What you need to do -> Each line of the records below needs repeating exactly. Skip the pictures.

Recorded data ->
<<<<

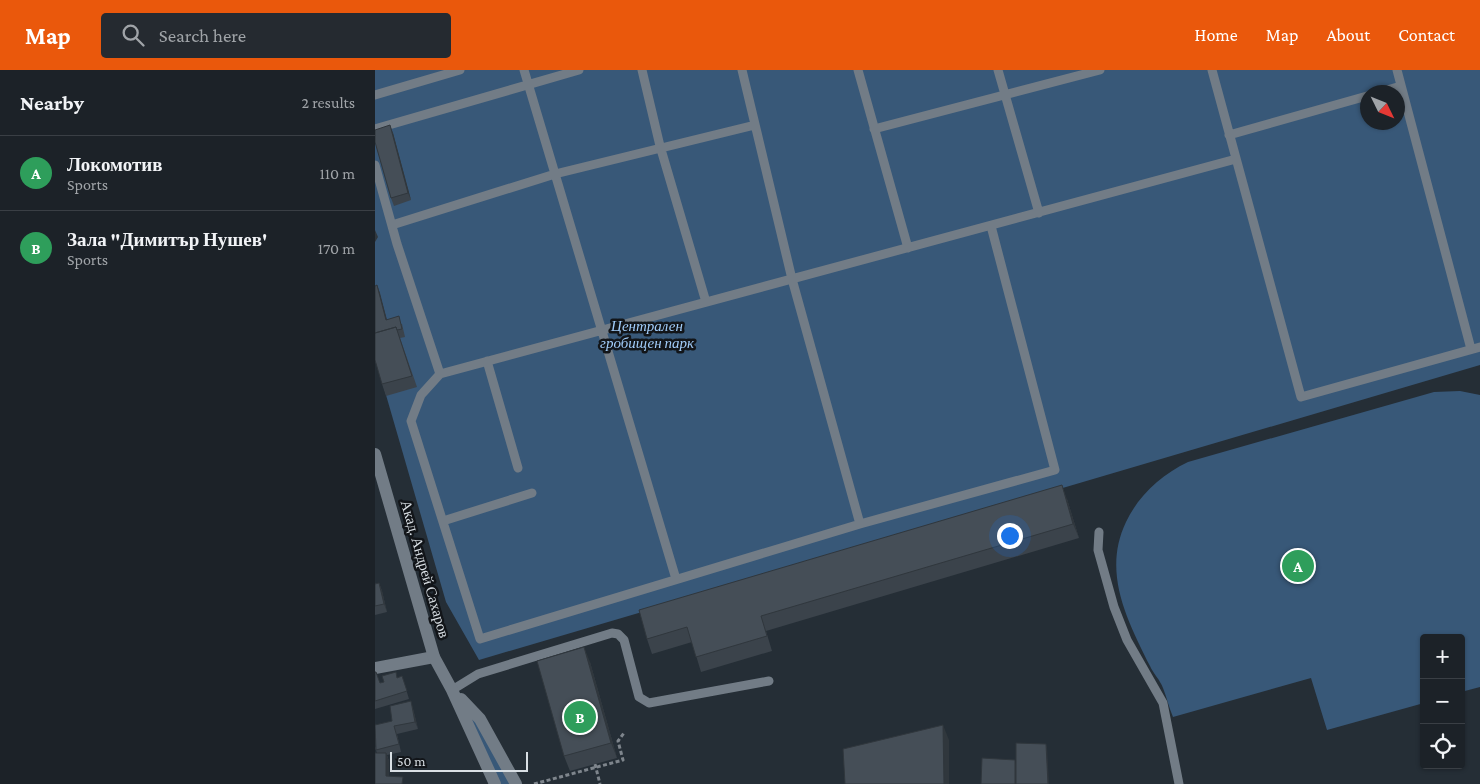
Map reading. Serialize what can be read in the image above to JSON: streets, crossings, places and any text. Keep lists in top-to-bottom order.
{
  "streets": {
    "street": ["Акад. Андрей Сахаров"]
  },
  "parks": ["Централен гробищен парк"],
  "scale_bar": "50 m",
  "north": "bottom right",
  "page": {
    "header": "Map",
    "search": "Search here",
    "nav": [
      "Home",
      "Map",
      "About",
      "Contact"
    ],
    "heading": ["Nearby", "2 results"],
    "list": [
      {
        "mark": "A",
        "name": "Локомотив",
        "note": "Sports",
        "value": "110 m"
      },
      {
        "mark": "B",
        "name": "Зала \"Димитър Нушев'",
        "note": "Sports",
        "value": "170 m"
      }
    ],
    "pins": ["A", "B"],
    "map_buttons": ["+", "−"],
    "scale": "50 m"
  }
}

>>>>

Answer box ->
Map reading. Serialize what can be read in the image above to JSON: streets, crossings, places and any text. Keep lists in top-to-bottom order.
{
  "streets": {
    "street": ["Акад. Андрей Сахаров"]
  },
  "parks": ["Централен гробищен парк"],
  "scale_bar": "50 m",
  "north": "bottom right",
  "page": {
    "header": "Map",
    "search": "Search here",
    "nav": [
      "Home",
      "Map",
      "About",
      "Contact"
    ],
    "heading": ["Nearby", "2 results"],
    "list": [
      {
        "mark": "A",
        "name": "Локомотив",
        "note": "Sports",
        "value": "110 m"
      },
      {
        "mark": "B",
        "name": "Зала \"Димитър Нушев'",
        "note": "Sports",
        "value": "170 m"
      }
    ],
    "pins": ["A", "B"],
    "map_buttons": ["+", "−"],
    "scale": "50 m"
  }
}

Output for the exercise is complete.